Absent Subsequences in Words
Maria Kosche, Tore Koß, Florin Manea, Stefan Siemer
TL;DR
Absent subsequences of words are analyzed through the $\mathrm{SAS}$ (shortest absent subsequences) and $\mathrm{MAS}$ (minimal absent subsequences) frameworks, with a focus on the universality index $\iota(w)$ and arch factorisation. The authors develop combinatorial characterisations and demonstrate exponential vs. polynomial growth phenomena via $A_k$ and $B_k$ constructions, motivating the need for compact representations. They then present two linear- and near-linear-time data-structure approaches: a compact SAS representation based on the arch-tree $\mathcal A_w$ enabling $O(1)$ sasRange queries after $O(n)$ preprocessing and lexicographically minimal SAS construction, and a compact MAS representation via the DAG $\mathcal D_w$ enabling efficient MAS testing, longest MAS computation, and MAS-extension queries with RMQ acceleration. These results yield practical, query-efficient encodings of absent subsequences with potential applications in verification and bioinformatics contexts. $\iota(w)$ denotes the largest $k$ such that all strings of length at most $k$ over $\mathrm{alph}(w)$ appear as subsequences, and $\mathrm{SAS}$/$\mathrm{MAS}$ capture minimal and shortest absent subsequences, respectively.
Abstract
An absent factor of a string $w$ is a string $u$ which does not occur as a contiguous substring (a.k.a. factor) inside $w$. We extend this well-studied notion and define absent subsequences: a string $u$ is an absent subsequence of a string $w$ if $u$ does not occur as subsequence (a.k.a. scattered factor) inside $w$. Of particular interest to us are minimal absent subsequences, i.e., absent subsequences whose every subsequence is not absent, and shortest absent subsequences, i.e., absent subsequences of minimal length. We show a series of combinatorial and algorithmic results regarding these two notions.
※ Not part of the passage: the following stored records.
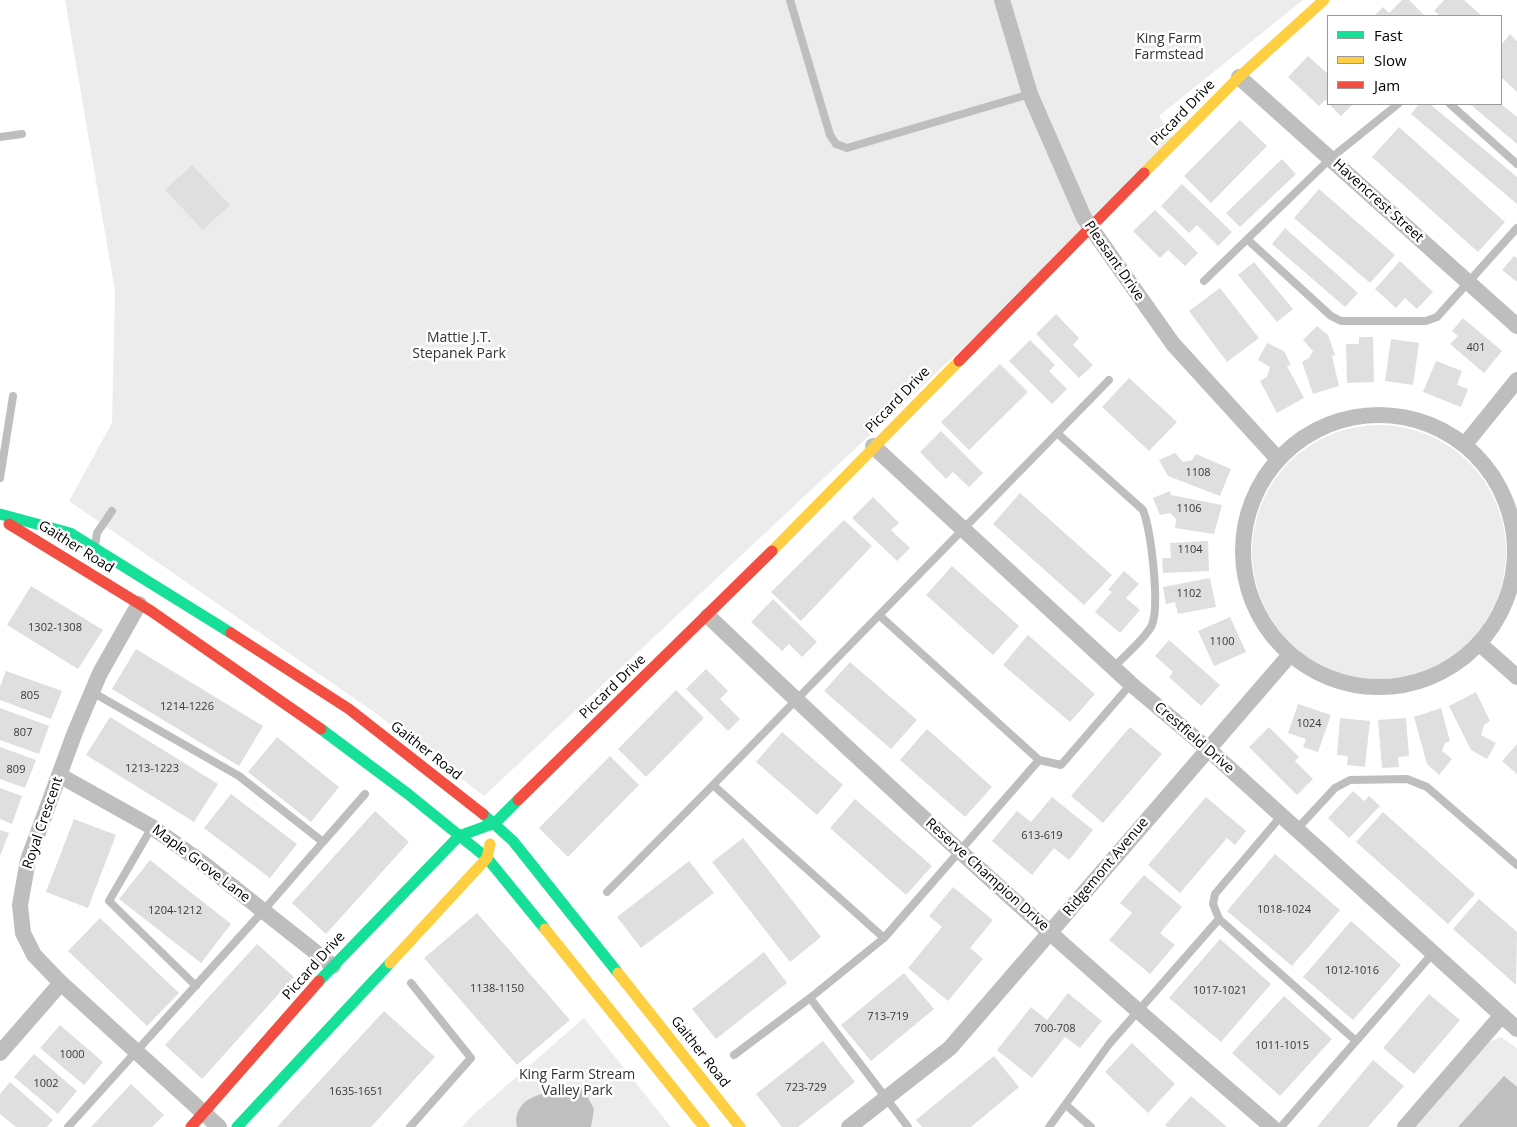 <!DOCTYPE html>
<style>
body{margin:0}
#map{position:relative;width:1517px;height:1127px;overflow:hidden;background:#fff;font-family:"Open Sans",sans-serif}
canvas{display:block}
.legend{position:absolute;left:1327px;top:15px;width:175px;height:90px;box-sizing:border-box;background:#fff;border:1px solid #999;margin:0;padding:6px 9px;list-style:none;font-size:15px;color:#000}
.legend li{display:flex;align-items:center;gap:10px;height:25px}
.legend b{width:25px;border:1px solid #999}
</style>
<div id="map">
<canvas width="1517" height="1127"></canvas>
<ul class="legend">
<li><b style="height:6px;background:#16e098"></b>Fast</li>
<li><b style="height:6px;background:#ffcf43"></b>Slow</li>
<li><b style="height:6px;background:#f24e42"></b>Jam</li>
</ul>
</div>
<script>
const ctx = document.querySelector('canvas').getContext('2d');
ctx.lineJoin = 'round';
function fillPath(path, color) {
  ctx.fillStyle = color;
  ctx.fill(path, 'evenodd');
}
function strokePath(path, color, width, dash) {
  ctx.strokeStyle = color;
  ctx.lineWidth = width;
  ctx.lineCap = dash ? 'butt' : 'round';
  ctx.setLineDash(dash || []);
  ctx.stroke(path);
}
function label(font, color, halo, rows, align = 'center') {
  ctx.font = font + ' "Open Sans",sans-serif';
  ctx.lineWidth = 5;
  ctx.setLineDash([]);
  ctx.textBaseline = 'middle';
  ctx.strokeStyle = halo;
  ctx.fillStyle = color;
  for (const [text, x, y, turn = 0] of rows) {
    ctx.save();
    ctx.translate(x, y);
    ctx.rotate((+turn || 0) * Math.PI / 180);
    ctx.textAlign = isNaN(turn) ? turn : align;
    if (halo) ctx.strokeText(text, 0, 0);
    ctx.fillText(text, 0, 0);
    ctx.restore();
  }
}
const green = new Path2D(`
 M65 0H1303L1159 116 1173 139 1089 230 484 796 374 712 69 501 112 423 115 291Z
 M1252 552a127 127 0 1 1 254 0a127 127 0 1 1-254 0Z
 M584 1018 671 1127H462L475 1113Z
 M1501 1037 1517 1048V1127H1416L1489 1042Z`);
const water = new Path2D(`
 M1504 1076 1517 1087V1127H1458Z
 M583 1088 594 1109 591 1127H517C511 1092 557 1090 583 1088Z`);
const building = new Path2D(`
 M1402 0H1409L1425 16H1374L1383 7 1389 13Z
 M1444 0H1464L1481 15 1440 16 1434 11Z
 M1510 34 1517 41V92L1501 77V45Z
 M1308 56 1328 74V103L1325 100 1319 106 1288 77Z
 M1329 104H1353L1341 116Z
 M1419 104H1430L1517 177V204L1411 114Z
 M1470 104H1501L1517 117V144Z
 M1240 120 1267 146 1211 203 1184 176Z
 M1399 127 1505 222 1478 252 1372 157Z
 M1282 159 1296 174 1240 227 1226 213Z
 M192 165 230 205 203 230 165 190Z
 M1182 184 1232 232 1218 246 1197 225 1189 233 1161 206Z
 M1319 189 1395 255 1370 283 1294 218Z
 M1155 210 1198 253 1185 266 1168 250 1160 258 1133 231Z
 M1285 228 1358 293 1345 307 1272 244Z
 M1514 256 1517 258V282L1502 270Z
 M1400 261 1433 292 1417 309 1405 298 1396 308 1375 289Z
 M1254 262 1293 309 1277 322 1238 275Z
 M1220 288 1259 338 1227 362 1189 311Z
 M1056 314 1079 338 1073 345 1093 365 1079 378 1036 334Z
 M1463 318 1502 351 1484 373 1450 344 1458 336 1452 331Z
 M1317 326 1328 335 1335 355 1332 356 1339 386 1313 394 1302 362 1309 358 1313 351 1303 340Z
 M1359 337H1373L1374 382 1347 383 1346 344H1359Z
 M1391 339 1419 343 1413 385 1385 381Z
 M1030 340 1055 365 1049 371 1067 389 1052 404 1009 361Z
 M1267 343 1284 351 1291 365 1287 366 1304 398 1277 413 1260 381 1267 377 1270 367 1258 360Z
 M1436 361 1462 371 1457 385 1468 389 1461 407 1423 392Z
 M1000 364 1028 392 969 450 941 422Z
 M1129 378 1177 422 1149 451 1102 407Z
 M941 431 983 473 969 487 953 472 946 479 920 452Z
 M1175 453 1183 462 1192 460 1196 454 1231 469 1220 496 1168 476 1159 460Z
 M1170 491 1171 495 1222 505 1214 534 1175 528 1176 519 1170 513 1160 515 1153 498Z
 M1020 493 1112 575 1084 605 993 524Z
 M873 497 899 523 891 530 910 548 897 561 852 518Z
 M844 520 872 546 801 621 771 592Z
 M1208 541 1209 571 1163 573 1162 558H1171L1170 543Z
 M952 566 1019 626 993 655 926 595Z
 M1124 571 1139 584 1126 598 1140 610 1120 633 1095 612 1112 592 1108 590Z
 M1210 578 1216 607 1178 614 1175 602 1166 604 1163 587Z
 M31 586 103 630 78 669 7 625Z
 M773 599 817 642 802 657 789 644 782 651 751 622Z
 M1230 617 1246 652 1214 666 1198 631Z
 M1028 635 1095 694 1070 722 1003 665Z
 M1169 640 1220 685 1201 706 1169 677 1173 672 1155 656Z
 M136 649 263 726 239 766 112 689Z
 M850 662 917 720 891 749 824 691Z
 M706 669 728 691 720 699 740 719 728 731 686 689Z
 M6 671 62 691 51 719 0 700V687Z
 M676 690 704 718 646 777 618 749Z
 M1476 692 1490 721 1484 725 1481 735 1496 743 1487 759 1471 750 1449 706Z
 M1298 704 1331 715 1318 752 1303 747 1306 739 1288 733Z
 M0 708 49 726 39 754 0 740Z
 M1441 708 1450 741 1445 743 1442 751 1452 759 1439 775 1427 764 1414 717Z
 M110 717 218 784 194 822 86 755Z
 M1340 718 1370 721 1365 767 1347 765 1348 756 1337 755Z
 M1406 718 1409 756 1398 757 1399 767 1382 768 1378 720Z
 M1130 727 1162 754 1103 823 1071 796Z
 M1269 727 1299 757 1295 761 1313 779 1297 795 1249 747Z
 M927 729 992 787 965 817 900 760Z
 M782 732 843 785 817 815 756 762Z
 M277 737 339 787 311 822 248 772Z
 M1517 744V774L1502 761Z
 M0 747 36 760 25 788 0 779Z
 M610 756 639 785 568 857 539 828Z
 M0 788 22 796 12 824 0 819Z
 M1353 791 1364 801 1369 796 1380 806 1349 838 1328 818Z
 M231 794 297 844 270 878 204 828Z
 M1052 797 1093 830 1069 860 1054 848 1032 875 992 841 1017 811 1031 822Z
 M1206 797 1246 831 1235 845 1227 838 1180 893 1148 865Z
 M855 799 932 866 906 895 830 828Z
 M375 811 409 842 326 934 292 903Z
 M1383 812 1475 894 1448 924 1356 842Z
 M74 819 116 835 88 908 46 892Z
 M0 830 9 833 0 856Z
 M743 838 821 937 790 962 712 862Z
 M1275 854 1340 910 1292 966 1227 911Z
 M150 860 231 924 201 963 119 899Z
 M689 861 714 893 641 948 617 917Z
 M1144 875 1182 907 1160 933 1175 945 1150 974 1109 940 1132 913 1120 903Z
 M953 887 993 920 970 948 983 959 948 1001 908 968 942 927 929 916Z
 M1479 899 1517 932 1516 985 1453 929Z
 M477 913 570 1020 517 1065 424 958Z
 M100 918 179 993 147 1026 68 951Z
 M1351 921 1401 965 1353 1020 1303 977Z
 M1220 939 1271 984 1221 1042 1169 998Z
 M257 944 294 977 202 1079 165 1045Z
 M764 952 787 983 716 1039 692 1009Z
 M904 973 934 1009 871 1061 841 1025Z
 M1068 993 1102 1021 1080 1048 1065 1037 1032 1078 997 1050 1031 1007 1047 1020Z
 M1429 994 1460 1020 1414 1074 1383 1048Z
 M1284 996 1332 1039 1280 1096 1232 1053Z
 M384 1011 435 1057 371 1127H277Z
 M60 1025 103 1062 84 1085 40 1048Z
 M823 1041 855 1082 798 1127H782L756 1094Z
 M1132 1043 1175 1084 1148 1113 1105 1072Z
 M34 1054 77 1091 58 1114 14 1077Z
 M994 1056 1019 1087 971 1127H922L916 1120Z
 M1373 1060 1404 1086 1368 1127H1317Z
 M10 1082 53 1120 47 1127H16L0 1114V1094Z
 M131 1084 164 1115 152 1127H91Z
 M1191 1096 1227 1127H1168L1165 1125Z`);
const lane = new Path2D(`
 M790 0 830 135 836 144 847 148 1030 94
 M1450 104 1517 164
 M0 137 22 134
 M1248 240 1331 316 1341 321H1426L1437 317 1517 228
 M1204 281 1331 158 1398 104
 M1057 433 1143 510C1151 531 1160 604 1152 625 1146 638 1123 657 1113 668
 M0 478 13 396
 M95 546 97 533 112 511
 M879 615 1039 760
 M152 827 109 901 196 986
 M1297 829 1335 788 1350 780 1407 779 1427 787 1517 865
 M323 842 365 794
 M607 892 713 785
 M1219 919 1356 1041
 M884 938 713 785 1109 380
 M734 1055 810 998
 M1066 1105 1091 1127
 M68 1127 263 911 323 842 239 776 92 692
 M410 1127 471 1058 411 983
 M908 1127 810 998 884 938 1039 760 1061 765 1131 684
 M1049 1127 1110 1043 1219 919 1213 904 1215 894 1282 815
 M1281 1127 1433 953`);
const street = new Path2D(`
 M1002 0 1030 94 1084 218 1173 344 1277 458
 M1239 77 1517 326
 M1243 551a136 136 0 1 1 272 0a136 136 0 1 1-272 0Z
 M1466 443 1517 380
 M873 446 1131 684 1208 749 1517 1029
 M139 604 100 673 75 732 28 860 20 905 23 933 34 955 61 983 219 1127
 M708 616C891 791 1079 962 1272 1127
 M1481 645 1517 677
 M59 775 152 827 204 864 333 966
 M0 1053 61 983
 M849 1127 950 1048 1288 657
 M1405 1127 1502 1015`);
const fast = new Path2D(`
 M0 514 70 533 231 633
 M321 729 408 794 487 858 545 929
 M483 814 513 841 618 973
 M319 981 459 836 495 823 518 800
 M237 1127 390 963`);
const slow = new Path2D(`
 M1144 173 1239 77 1324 0
 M772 551 959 361
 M545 929 704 1127
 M390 963 487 858 490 844
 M618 973 740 1127`);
const jam = new Path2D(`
 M959 361 1144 173
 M9 524 151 611 321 729
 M231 633 349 709 483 814
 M518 800 772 551
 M191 1127 319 981`);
const numberNames = [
 ["401",1476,348],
 ["1108",1198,473],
 ["1106",1189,509],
 ["1104",1190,550],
 ["1102",1189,594],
 ["1302-1308",55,628],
 ["1100",1222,642],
 ["805",30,696],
 ["1214-1226",187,707],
 ["1024",1309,724],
 ["807",23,733],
 ["1213-1223",152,769],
 ["809",16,770],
 ["613-619",1042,836],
 ["1018-1024",1284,910],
 ["1204-1212",175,911],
 ["1012-1016",1352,971],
 ["1138-1150",497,989],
 ["1017-1021",1220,991],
 ["713-719",888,1017],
 ["700-708",1055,1029],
 ["1011-1015",1282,1046],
 ["1000",72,1055],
 ["1002",46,1084],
 ["723-729",806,1088],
 ["1635-1651",356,1092]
];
const parkNames = [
 ["King Farm",1169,39],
 ["Farmstead",1169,55],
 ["Mattie J.T.",459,338],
 ["Stepanek Park",459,354],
 ["King Farm Stream",577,1075],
 ["Valley Park",577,1091]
];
const streetNames = [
 ["Piccard Drive",1183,113,-46],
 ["Havencrest Street",1378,201,42],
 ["Pleasant Drive",1114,261,55],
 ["Piccard Drive",898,400,-46],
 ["Gaither Road",76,547,32],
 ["Piccard Drive",613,687,-44],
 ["Crestfield Drive",1194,738,41],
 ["Gaither Road",426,751,38],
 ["Royal Crescent",43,823,-71],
 ["Maple Grove Lane",201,864,37],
 ["Ridgemont Avenue",1106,867,-50],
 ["Reserve Champion Drive",987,875,42],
 ["Piccard Drive",314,966,-48],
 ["Gaither Road",700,1052,52]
];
fillPath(green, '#ececec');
fillPath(water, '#bfbfbf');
fillPath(building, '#dfdfdf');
strokePath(lane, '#bebebe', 8);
strokePath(street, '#bebebe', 16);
strokePath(fast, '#16e098', 11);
strokePath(slow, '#ffcf43', 11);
strokePath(jam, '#f24e42', 11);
label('11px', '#383838', null, numberNames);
label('14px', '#333', '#fff', parkNames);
label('14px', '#000', '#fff', streetNames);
</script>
For instance: we give combinatorial characterisations of the sets of minimal and, respectively, shortest absent subsequences in a word, as well as compact representations of these sets; we show how we can test efficiently if a string is a shortest or minimal absent subsequence in a word, and we give efficient algorithms computing the lexicographically smallest absent subsequence of each kind; also, we show how a data structure for answering shortest absent subsequence-queries for the factors of a given string can be efficiently computed.